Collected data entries

********************

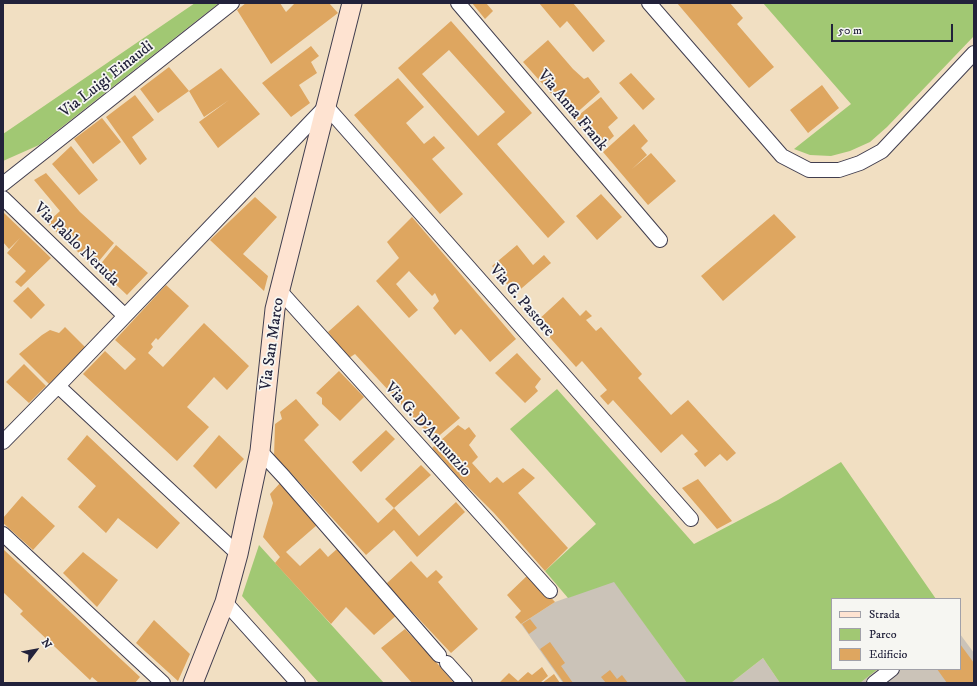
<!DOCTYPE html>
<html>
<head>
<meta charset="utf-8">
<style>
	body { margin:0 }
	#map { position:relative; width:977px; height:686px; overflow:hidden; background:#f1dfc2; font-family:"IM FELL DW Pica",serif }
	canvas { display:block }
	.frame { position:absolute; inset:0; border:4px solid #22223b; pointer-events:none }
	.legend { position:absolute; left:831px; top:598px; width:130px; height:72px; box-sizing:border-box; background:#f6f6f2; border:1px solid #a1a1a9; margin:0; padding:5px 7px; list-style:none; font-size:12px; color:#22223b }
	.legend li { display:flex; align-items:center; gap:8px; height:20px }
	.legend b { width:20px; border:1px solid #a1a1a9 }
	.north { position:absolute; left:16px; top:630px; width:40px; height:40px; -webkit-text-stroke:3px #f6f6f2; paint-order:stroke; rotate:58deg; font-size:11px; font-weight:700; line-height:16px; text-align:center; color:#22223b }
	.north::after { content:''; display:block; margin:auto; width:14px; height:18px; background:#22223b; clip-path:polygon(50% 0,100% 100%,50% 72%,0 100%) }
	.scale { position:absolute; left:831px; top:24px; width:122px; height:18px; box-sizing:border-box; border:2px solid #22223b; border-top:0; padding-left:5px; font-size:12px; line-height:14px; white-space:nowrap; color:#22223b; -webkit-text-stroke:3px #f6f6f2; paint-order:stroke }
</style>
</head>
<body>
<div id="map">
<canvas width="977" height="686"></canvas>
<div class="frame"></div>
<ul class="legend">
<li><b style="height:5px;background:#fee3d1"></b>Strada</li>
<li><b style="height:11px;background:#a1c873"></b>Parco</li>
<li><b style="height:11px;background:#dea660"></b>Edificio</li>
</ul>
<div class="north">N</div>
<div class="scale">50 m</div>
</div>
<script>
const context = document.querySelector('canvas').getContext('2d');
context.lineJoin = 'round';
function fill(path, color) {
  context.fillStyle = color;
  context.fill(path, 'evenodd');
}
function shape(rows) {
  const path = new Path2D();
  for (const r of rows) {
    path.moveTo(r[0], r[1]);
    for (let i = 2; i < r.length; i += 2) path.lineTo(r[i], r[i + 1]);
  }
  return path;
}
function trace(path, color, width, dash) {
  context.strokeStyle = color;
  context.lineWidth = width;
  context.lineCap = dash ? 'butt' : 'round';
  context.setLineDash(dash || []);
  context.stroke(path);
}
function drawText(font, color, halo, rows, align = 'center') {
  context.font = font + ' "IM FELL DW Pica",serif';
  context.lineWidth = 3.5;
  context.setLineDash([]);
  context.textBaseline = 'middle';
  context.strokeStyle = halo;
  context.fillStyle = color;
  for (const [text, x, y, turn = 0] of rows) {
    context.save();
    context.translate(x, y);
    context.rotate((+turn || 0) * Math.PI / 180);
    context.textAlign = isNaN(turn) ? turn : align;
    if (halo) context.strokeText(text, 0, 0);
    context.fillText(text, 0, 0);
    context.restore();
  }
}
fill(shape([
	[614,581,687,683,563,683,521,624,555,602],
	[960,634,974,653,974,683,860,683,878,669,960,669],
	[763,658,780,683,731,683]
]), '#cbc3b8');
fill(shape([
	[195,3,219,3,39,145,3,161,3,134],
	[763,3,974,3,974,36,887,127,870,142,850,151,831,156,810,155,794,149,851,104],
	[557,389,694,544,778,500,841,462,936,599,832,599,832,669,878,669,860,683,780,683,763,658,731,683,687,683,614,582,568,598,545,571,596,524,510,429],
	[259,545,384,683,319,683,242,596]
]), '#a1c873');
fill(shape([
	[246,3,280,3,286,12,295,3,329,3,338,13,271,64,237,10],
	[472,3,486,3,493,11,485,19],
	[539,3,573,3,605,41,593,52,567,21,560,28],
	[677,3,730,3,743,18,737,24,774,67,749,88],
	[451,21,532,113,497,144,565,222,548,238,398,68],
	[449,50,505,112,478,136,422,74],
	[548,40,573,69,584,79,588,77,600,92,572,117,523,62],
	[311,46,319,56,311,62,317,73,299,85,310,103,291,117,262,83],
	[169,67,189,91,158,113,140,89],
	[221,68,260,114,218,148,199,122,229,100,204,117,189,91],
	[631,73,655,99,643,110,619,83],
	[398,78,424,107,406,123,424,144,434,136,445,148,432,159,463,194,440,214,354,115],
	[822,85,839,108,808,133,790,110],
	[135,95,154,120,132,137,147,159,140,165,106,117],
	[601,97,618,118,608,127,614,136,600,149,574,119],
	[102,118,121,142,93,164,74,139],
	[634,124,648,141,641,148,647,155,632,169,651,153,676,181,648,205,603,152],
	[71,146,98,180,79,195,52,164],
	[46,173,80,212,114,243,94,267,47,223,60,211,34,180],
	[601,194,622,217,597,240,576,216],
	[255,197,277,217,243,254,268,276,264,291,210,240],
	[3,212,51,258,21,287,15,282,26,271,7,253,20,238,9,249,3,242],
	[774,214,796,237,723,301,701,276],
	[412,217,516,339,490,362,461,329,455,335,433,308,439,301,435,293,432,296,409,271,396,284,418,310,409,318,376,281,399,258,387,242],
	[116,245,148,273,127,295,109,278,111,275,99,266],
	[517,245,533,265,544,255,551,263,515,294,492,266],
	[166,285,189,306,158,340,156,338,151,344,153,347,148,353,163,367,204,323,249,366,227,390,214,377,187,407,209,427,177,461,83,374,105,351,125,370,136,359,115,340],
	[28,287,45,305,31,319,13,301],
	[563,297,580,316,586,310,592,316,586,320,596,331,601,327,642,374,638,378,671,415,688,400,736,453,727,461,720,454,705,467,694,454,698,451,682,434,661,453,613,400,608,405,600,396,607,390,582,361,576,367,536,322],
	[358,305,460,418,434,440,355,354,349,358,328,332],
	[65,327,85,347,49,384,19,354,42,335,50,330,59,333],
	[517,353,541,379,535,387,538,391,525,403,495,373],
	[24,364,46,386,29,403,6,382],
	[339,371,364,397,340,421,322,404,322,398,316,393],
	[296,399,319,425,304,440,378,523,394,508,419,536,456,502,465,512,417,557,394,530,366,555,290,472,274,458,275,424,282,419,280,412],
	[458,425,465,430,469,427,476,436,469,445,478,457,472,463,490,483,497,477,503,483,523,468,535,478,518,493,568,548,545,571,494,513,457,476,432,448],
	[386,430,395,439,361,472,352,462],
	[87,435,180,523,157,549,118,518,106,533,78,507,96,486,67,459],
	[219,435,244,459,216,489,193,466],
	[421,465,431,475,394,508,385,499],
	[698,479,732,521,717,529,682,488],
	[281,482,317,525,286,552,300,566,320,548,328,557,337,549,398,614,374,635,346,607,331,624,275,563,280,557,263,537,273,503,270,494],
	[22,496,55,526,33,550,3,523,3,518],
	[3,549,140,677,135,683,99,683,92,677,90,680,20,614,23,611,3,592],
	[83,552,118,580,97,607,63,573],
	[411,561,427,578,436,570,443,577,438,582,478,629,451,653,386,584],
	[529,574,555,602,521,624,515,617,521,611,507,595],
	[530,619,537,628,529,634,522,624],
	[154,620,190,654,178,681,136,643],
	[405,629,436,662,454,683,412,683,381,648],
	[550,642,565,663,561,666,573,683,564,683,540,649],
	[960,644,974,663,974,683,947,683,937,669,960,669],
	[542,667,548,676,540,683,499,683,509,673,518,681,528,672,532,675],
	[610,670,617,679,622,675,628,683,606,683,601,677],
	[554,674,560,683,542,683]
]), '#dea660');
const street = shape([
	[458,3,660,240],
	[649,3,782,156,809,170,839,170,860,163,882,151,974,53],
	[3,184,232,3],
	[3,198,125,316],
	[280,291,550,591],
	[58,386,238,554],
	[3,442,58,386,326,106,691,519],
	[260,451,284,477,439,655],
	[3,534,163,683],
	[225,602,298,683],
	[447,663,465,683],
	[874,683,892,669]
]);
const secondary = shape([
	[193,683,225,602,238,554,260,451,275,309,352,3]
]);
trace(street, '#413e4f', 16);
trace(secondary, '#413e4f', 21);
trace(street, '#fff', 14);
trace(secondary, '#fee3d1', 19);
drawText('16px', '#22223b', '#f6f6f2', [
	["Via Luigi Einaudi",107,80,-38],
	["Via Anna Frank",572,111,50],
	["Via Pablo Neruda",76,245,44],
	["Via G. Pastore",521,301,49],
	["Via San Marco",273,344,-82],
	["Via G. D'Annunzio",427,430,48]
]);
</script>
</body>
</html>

********************

If a line in the entries above holds "canvas", include it in the count; report nothing but the resulting number.

■ Answer to the exercise
3